TASK DESCRIPTION — Which lines in the data below contain the word "compass"? Copy each of them.
===== RECORDS FOR THE TASK
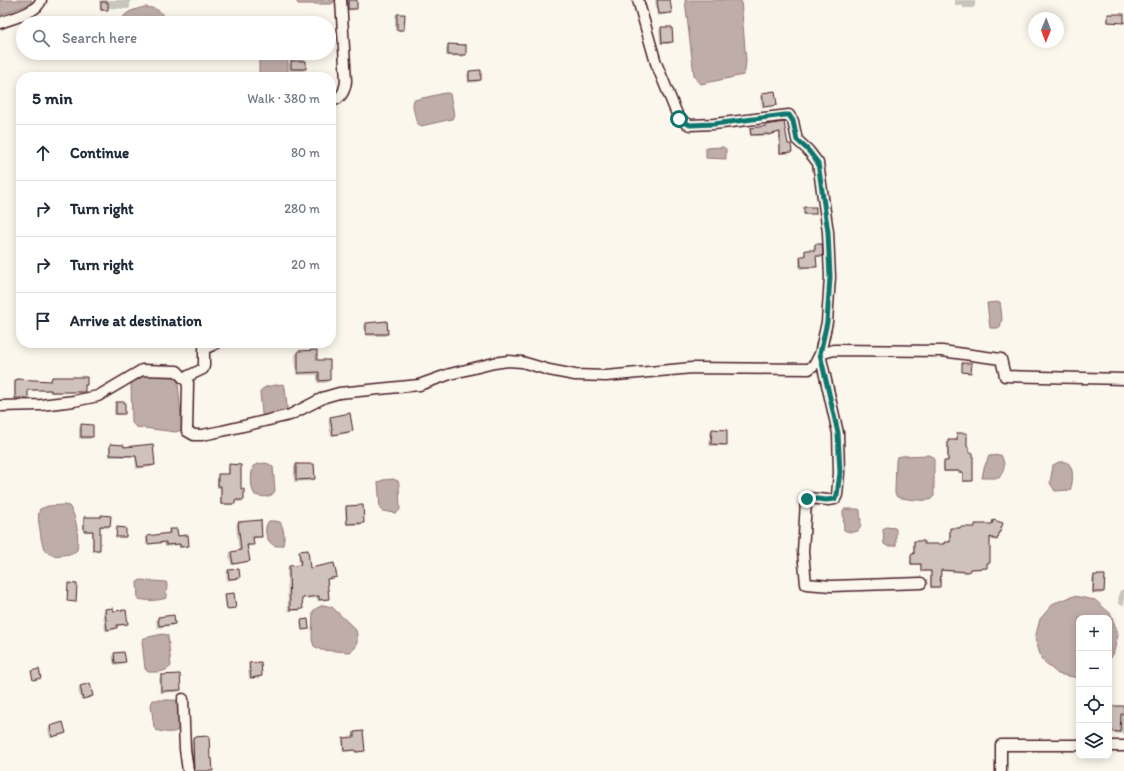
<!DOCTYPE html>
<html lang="en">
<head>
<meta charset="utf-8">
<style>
	:root { --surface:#fff; --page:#f6f6f7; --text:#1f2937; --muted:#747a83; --line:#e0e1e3 }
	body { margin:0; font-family:Itim,sans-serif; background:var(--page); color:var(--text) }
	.controls { position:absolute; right:12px; bottom:12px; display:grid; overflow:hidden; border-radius:8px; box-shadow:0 2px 10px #0003 }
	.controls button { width:36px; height:36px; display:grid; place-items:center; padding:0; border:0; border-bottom:1px solid var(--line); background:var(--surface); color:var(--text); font:20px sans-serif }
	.compass { position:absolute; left:1028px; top:12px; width:36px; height:36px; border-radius:50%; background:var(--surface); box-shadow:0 2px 10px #0003; rotate:181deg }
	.stop { position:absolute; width:12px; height:12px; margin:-9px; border:3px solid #0f766e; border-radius:50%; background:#fff }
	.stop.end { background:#0f766e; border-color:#fff; box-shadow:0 1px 4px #0008 }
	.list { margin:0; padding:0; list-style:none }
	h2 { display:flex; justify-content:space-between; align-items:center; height:52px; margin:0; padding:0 16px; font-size:17px }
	h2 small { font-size:13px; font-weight:400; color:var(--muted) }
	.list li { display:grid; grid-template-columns:26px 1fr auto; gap:12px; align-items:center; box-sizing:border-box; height:56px; padding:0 16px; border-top:1px solid var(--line) }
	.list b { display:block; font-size:15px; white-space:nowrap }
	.list em { font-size:13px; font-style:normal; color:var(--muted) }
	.icon { flex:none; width:22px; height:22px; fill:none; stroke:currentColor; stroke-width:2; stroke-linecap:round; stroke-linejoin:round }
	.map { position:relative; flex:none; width:1124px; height:771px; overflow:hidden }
	.search { position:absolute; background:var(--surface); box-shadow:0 2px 10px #0003; left:16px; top:16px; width:320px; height:44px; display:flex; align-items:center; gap:10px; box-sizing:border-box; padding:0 14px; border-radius:22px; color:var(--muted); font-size:15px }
	.panel { position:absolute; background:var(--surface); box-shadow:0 2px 10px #0003; left:16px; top:72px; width:320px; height:276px; border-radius:16px }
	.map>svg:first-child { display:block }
</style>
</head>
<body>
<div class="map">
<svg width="1124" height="771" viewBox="0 0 1124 771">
	<rect width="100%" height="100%" fill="#fbf7ec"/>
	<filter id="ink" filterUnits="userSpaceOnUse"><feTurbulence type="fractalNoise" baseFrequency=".025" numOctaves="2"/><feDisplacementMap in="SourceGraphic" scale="8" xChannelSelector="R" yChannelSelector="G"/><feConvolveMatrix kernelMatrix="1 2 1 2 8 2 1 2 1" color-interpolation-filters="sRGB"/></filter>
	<g filter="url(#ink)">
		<!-- water -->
		<path fill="#bfadaa" stroke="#907477" d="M 0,0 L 32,0 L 30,4 L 0,15 Z
			M 296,0 L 335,0 L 333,3 L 331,4 L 298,4 Z
			M 685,0 L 741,0 L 746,61 L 745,71 L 743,75 L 734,77 L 701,84 L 697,81 L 694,75 Z
			M 145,7 C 155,8 166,11 163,23 L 121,23 C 122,12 136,9 145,7 Z
			M 262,54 L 286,57 L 287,58 L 288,62 L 288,77 L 259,77 L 259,58 L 260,55 Z
			M 445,93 L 448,93 L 450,94 L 454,115 L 452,119 L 421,126 L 417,124 C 416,117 411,106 414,100 Z
			M 723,147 L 726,149 L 726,159 L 706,158 L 706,148 Z
			M 1000,302 L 1002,318 L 1000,328 L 990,328 L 987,303 Z
			M 147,375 L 173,375 L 178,382 L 182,428 L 181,430 L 176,432 L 136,427 L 132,423 L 131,384 C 134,378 141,377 147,375 Z
			M 282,384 L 284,385 L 285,387 L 287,406 L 287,411 L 264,417 L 262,414 L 260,392 C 263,385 274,386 282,384 Z
			M 928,455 L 934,457 L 934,496 C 932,498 932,499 929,500 C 922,501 904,499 897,497 L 895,493 L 896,461 L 897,457 L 902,456 Z
			M 1001,455 C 1006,466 1005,469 999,478 L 982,478 L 984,468 L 989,456 Z
			M 1059,462 C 1062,462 1066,461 1069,464 C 1074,470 1073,483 1070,490 L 1055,491 L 1050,483 L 1053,465 Z
			M 265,463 L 269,464 L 273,467 L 275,490 C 272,499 262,497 255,495 C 250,488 251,474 253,466 L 258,464 Z
			M 393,479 L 398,481 L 399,484 L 400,509 L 399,511 L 396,513 L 382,511 L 380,509 L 378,482 L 383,480 Z
			M 63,505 L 69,506 C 77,517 79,536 77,550 C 73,554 70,554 63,555 C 44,558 42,547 40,530 C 39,523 37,516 40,509 L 48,506 Z
			M 844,509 L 858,509 L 860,510 C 860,517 864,532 854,532 C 850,532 848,532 844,530 L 843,511 Z
			M 269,521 L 275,521 L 280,522 C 284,528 285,538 283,545 C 268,551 261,529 269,521 Z
			M 886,527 L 895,528 L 896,530 L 896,545 L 895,546 L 887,546 L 884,544 L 883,529 Z
			M 141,580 L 166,582 L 167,584 L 166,598 C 158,601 146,601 138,599 L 137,582 Z
			M 1074,596 L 1095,600 L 1111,614 L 1118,635 L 1113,655 L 1109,660 L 1109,618 L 1079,618 L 1079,678 L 1058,674 L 1042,660 L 1035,639 L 1040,619 L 1054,603 Z
			M 323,605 L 332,607 L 356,630 L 357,636 L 357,643 L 355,648 L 350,652 L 321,650 L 314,646 L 312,640 L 313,611 L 317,608 Z
			M 163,634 L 167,635 L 168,636 L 171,666 C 165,673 156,672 148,672 L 145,669 L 142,641 L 144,638 Z
			M 153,700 L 173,700 L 178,701 L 179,727 C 179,728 179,730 178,730 C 174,734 160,732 156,730 L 154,727 L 151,705 L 152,702 Z"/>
		<!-- shadow -->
		<path fill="#0003" d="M 99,0 L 151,0 L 130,1 L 130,7 L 129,9 L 107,8 L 106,11 L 100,11 Z
			M 345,0 L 356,0 L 356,8 L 354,10 L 346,11 Z
			M 655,0 L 669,0 L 670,12 L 668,14 L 657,16 Z
			M 955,0 L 975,0 L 975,6 L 973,8 L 963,8 L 963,6 L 955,5 Z
			M 397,15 L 403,29 L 401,31 L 395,31 L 395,17 Z
			M 1108,15 L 1124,15 L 1124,23 L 1107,23 Z
			M 661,28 L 672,42 L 669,44 L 660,44 L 659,30 Z
			M 448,45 L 465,54 L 463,57 L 446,56 L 446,48 Z
			M 291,62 L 305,69 L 303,71 L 289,71 L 289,64 Z
			M 480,71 L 480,80 L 478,82 L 468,83 L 467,74 L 469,72 Z
			M 762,94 L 776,104 L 774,106 L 762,108 L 760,96 Z
			M 783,123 L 788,145 L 791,152 L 789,154 L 779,154 L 779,133 L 766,136 L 750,136 L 749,130 L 751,129 Z
			M 804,208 L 815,214 L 804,215 Z
			M 815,245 L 822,255 L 820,257 L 815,257 L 816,266 L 814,268 L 799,269 L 799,259 L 801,257 L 804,257 L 804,253 L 806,251 L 813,251 L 813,247 Z
			M 366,324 L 387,334 L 385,336 L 365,336 L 364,325 Z
			M 298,352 L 316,361 L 329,380 L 326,383 L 317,383 L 317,375 L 296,375 L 295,355 Z
			M 52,378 L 86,385 L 84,392 L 83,393 L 60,392 L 59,393 L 50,393 L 50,391 L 27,390 L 27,398 L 26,399 L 14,399 L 14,382 L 15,381 L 51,382 Z
			M 116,403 L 124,413 L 122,415 L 114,415 L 114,405 Z
			M 330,418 L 352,431 L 350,433 L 331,436 L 328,420 Z
			M 81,426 L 92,437 L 90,439 L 79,439 L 79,428 Z
			M 712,430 L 726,431 L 726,444 L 724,446 L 709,446 L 710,432 Z
			M 958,434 L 966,448 L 972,480 L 970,482 L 962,482 L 962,473 L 958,473 L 958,472 L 943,472 L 943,464 L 945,462 L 947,462 L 947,443 L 949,441 L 956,441 L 956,435 Z
			M 111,445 L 123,448 L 154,465 L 152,467 L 136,469 L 135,457 L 109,457 L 109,448 Z
			M 230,465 L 240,490 L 243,500 L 241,502 L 234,502 L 234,503 L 232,505 L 220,505 L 220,488 L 217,488 L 217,477 L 219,475 L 228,475 L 228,467 Z
			M 296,465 L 314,479 L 312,481 L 294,482 L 294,467 Z
			M 347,507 L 363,522 L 361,525 L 346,525 L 345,509 Z
			M 101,516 L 110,517 L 109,526 L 108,528 L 99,527 L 99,550 L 98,552 L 92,552 L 92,532 L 83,532 L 83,519 L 85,518 L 99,518 Z
			M 260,521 L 261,536 L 259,538 L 252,539 L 253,544 L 251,546 L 247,547 L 249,560 L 247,562 L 231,565 L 229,555 L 231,553 L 239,552 L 236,525 L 238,523 Z
			M 993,521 L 997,539 L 995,541 L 989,539 L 989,563 L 986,564 L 986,567 L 984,569 L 968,570 L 967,573 L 940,571 L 939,587 L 938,588 L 930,588 L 930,572 L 920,572 L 920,565 L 910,565 L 910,557 L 913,555 L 913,543 L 915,542 L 923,545 L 943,545 L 945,543 L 949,543 L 949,531 L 951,529 L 959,529 L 960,528 L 974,528 L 976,525 L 991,525 Z
			M 170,530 L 188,546 L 187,547 L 179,548 L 179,545 L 165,547 L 164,543 L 146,545 L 146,538 L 147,537 L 168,534 L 168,532 Z
			M 300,552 L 309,569 L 336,577 L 334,579 L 326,580 L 328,598 L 326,600 L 318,601 L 317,598 L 301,599 L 302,609 L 300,611 L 288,611 L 287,569 L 289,567 L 299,566 L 298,554 Z
			M 228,571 L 239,577 L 237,579 L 227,581 L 226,573 Z
			M 1094,576 L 1103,592 L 1101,594 L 1092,594 L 1092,578 Z
			M 1121,590 L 1124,590 L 1124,605 L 1118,604 L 1119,592 Z
			M 225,595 L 235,608 L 234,608 L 226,610 L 225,596 Z
			M 105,610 L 112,613 L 127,623 L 125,625 L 116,626 L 116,628 L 114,630 L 105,631 L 103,612 Z
			M 158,618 L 174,624 L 172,626 L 157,628 L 156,620 Z
			M 301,621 L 308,629 L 307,630 L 302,630 Z
			M 115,654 L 125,661 L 122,664 L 114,665 L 112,656 Z
			M 250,664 L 261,676 L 259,678 L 249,679 L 248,667 Z
			M 161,676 L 180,690 L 178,692 L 160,693 L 159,678 Z
			M 81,687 L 92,696 L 90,698 L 81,700 L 78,689 Z
			M 1109,707 L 1124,707 L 1124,734 L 1109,733 Z
			M 50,727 L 65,733 L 63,735 L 50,738 L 48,729 Z
			M 354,733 L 364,750 L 363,752 L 355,753 L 354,751 L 343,752 L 342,740 L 343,739 L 353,738 L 353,734 Z
			M 208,737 L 209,759 L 212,771 L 192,771 L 191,740 L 193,738 Z"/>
		<!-- building -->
		<path fill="#cfc2bc" stroke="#4a1f2b" d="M 348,0 L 357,0 L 357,9 L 348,9 Z
			M 657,0 L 670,0 L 672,13 L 659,14 Z
			M 101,2 L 108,2 L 108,10 L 101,10 Z
			M 397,14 L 405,14 L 404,30 L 397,30 Z
			M 1108,14 L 1124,14 L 1124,23 L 1108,22 Z
			M 661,27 L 672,27 L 673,42 L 662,43 Z
			M 448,44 L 466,45 L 466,55 L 448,55 Z
			M 291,61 L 306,61 L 306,69 L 291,69 Z
			M 481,70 L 481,80 L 469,81 L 469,71 Z
			M 775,91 L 777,105 L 764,107 L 762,93 Z
			M 784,122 L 788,144 L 791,144 L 792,152 L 780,153 L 780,132 L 768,135 L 768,134 L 751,135 L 750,128 L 766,126 L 766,125 Z
			M 804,207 L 816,207 L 816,214 L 804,214 Z
			M 815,244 L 822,244 L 823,256 L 816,256 L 817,267 L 801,267 L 800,256 L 805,256 L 805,250 L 815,250 Z
			M 387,321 L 388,334 L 366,334 L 366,323 Z
			M 317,350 L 317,360 L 330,360 L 330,380 L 319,381 L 319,372 L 298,373 L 298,351 Z
			M 962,363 L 972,363 L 971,373 L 962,372 Z
			M 52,377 L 87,377 L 87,385 L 85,385 L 85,392 L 51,392 L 51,390 L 28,390 L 28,398 L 15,398 L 15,380 L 17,380 L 17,379 L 51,381 Z
			M 116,402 L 125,402 L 125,414 L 116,414 Z
			M 350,413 L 353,431 L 333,435 L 330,417 Z
			M 81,424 L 93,425 L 93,437 L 81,437 Z
			M 712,429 L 727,430 L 727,445 L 711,444 Z
			M 957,433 L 967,433 L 967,447 L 969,447 L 969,453 L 973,453 L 973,481 L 963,481 L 963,472 L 959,472 L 959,471 L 944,471 L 944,461 L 948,461 L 948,440 L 957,440 Z
			M 110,444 L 124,445 L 124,447 L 153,444 L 155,465 L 138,467 L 136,456 L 110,455 Z
			M 229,464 L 241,465 L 241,489 L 244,489 L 244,500 L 235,500 L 235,504 L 221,504 L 221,486 L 218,486 L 218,474 L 229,474 Z
			M 296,464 L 314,464 L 315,479 L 296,480 Z
			M 363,505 L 364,523 L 347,524 L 346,506 Z
			M 101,515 L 111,516 L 110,526 L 100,526 L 100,550 L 93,550 L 93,531 L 84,531 L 84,517 L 101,517 Z
			M 261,520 L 262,537 L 253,537 L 254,545 L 247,545 L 250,561 L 233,564 L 231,552 L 241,550 L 238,522 Z
			M 993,520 L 1003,523 L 997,540 L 990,537 L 990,563 L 987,563 L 987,568 L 970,569 L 969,572 L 941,570 L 940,587 L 931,587 L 931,571 L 921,571 L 921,564 L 911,564 L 911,554 L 914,554 L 914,541 L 924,541 L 924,544 L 944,544 L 944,542 L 950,542 L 950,528 L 960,528 L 960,527 L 975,527 L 975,524 L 992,524 Z
			M 117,527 L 126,528 L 126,537 L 116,537 Z
			M 169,529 L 177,529 L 178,536 L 188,535 L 189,546 L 180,547 L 180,544 L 166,545 L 166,542 L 148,544 L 147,536 L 170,533 Z
			M 308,550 L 310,568 L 334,563 L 337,577 L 327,579 L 329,599 L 319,600 L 319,596 L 302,598 L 303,609 L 290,610 L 289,566 L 301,565 L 299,551 Z
			M 239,569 L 240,578 L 229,579 L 228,570 Z
			M 1094,575 L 1105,575 L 1104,592 L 1093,592 Z
			M 68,583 L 77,584 L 76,602 L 67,601 Z
			M 234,593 L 236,608 L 227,609 L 225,594 Z
			M 113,608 L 113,611 L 126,610 L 128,624 L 117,625 L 117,628 L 107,630 L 105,609 Z
			M 174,615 L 175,624 L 159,626 L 158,617 Z
			M 308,619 L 309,629 L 302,630 L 301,620 Z
			M 124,652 L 126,662 L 115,663 L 114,653 Z
			M 261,662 L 262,676 L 251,678 L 249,663 Z
			M 39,669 L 41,678 L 33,680 L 31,671 Z
			M 180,674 L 181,690 L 161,691 L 161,675 Z
			M 90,683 L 93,696 L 83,699 L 80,686 Z
			M 1109,706 L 1124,706 L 1124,714 L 1121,714 L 1120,732 L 1109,731 Z
			M 63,722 L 66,733 L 52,737 L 50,726 Z
			M 363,731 L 365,751 L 356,752 L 355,750 L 344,751 L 343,738 L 354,737 L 354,732 Z
			M 209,736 L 210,758 L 212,758 L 213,771 L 194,771 L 193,737 Z"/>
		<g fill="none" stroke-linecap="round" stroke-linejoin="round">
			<defs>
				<path id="street" d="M 638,0 L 656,63 L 679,119 L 690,125 L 714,124 L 789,115 L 793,121 L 797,140 L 808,150 L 818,163 L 828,232 L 830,277 L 827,322 L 820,354 L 838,433 L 839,473 L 837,495 L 835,499 L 828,500 L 808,498 L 806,501 L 803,552 L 806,584 L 831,586 L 921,583
					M 0,23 C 12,18 37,13 41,0
					M 331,101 C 341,100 345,90 346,81 L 341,0
					M 184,378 L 203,369 L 204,366 L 204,349 L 217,343
					M 0,406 L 41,405 L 74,401 L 98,396 L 142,370 L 177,371 L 188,383 L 187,431 L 194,435 L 202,435 L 222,431 L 290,415 L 325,397 L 339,393 L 419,385 L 450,374 L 494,363 L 508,361 L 522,362 L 549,370 L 575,375 L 606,376 L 692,368 L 809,369 L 815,364 L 820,354 L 834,350 L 942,351 L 1001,359 L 1005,376 L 1124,379
					M 183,699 L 185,749 L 188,771
					M 1109,746 L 1124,746
					M 1001,771 L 1001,745 L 1079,745"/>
			</defs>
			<!-- street casing -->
			<use href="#street" stroke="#4a1f2b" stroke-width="13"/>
			<!-- street -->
			<use href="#street" stroke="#fbf7ec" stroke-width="10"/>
		</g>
	</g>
	<g fill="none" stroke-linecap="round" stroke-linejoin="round" filter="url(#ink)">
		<!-- route -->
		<path stroke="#0f766e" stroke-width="5" d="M 679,119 L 690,125 L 714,124 L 785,115 L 789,115 L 793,121 L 797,140 L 808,150 L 818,163 L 828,232 L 830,277 L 827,322 L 820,354 L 838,433 L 840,473 L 837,495 L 835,499 L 826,500 L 809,498 L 807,499"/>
	</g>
</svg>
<div class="controls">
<button>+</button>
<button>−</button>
<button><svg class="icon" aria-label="locate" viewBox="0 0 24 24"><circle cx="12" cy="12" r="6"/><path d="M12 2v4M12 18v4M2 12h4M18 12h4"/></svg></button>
<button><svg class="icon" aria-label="layers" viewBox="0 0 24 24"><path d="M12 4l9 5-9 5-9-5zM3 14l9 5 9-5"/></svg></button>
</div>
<svg class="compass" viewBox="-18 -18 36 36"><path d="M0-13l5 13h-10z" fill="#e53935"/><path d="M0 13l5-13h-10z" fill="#747a83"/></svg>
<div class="stop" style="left:679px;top:119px"></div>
<div class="stop end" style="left:807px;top:499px"></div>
<div class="search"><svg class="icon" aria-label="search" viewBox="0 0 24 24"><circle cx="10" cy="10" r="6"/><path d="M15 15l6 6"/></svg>Search here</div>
<section class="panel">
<h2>5 min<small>Walk · 380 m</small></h2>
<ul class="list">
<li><svg class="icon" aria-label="ahead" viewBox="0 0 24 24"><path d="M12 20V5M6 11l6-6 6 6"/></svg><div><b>Continue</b></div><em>80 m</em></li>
<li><svg class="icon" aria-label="right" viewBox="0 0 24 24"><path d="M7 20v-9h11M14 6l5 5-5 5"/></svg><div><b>Turn right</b></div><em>280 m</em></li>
<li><svg class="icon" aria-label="right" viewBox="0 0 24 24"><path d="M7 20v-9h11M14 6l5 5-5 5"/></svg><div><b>Turn right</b></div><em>20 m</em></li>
<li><svg class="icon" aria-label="arrive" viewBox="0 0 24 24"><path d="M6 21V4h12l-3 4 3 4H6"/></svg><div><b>Arrive at destination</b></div></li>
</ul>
</section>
</div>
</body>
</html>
==========
SOLUTION TO THIS EXERCISE —
	.compass { position:absolute; left:1028px; top:12px; width:36px; height:36px; border-radius:50%; background:var(--surface); box-shadow:0 2px 10px #0003; rotate:181deg }
<svg class="compass" viewBox="-18 -18 36 36"><path d="M0-13l5 13h-10z" fill="#e53935"/><path d="M0 13l5-13h-10z" fill="#747a83"/></svg>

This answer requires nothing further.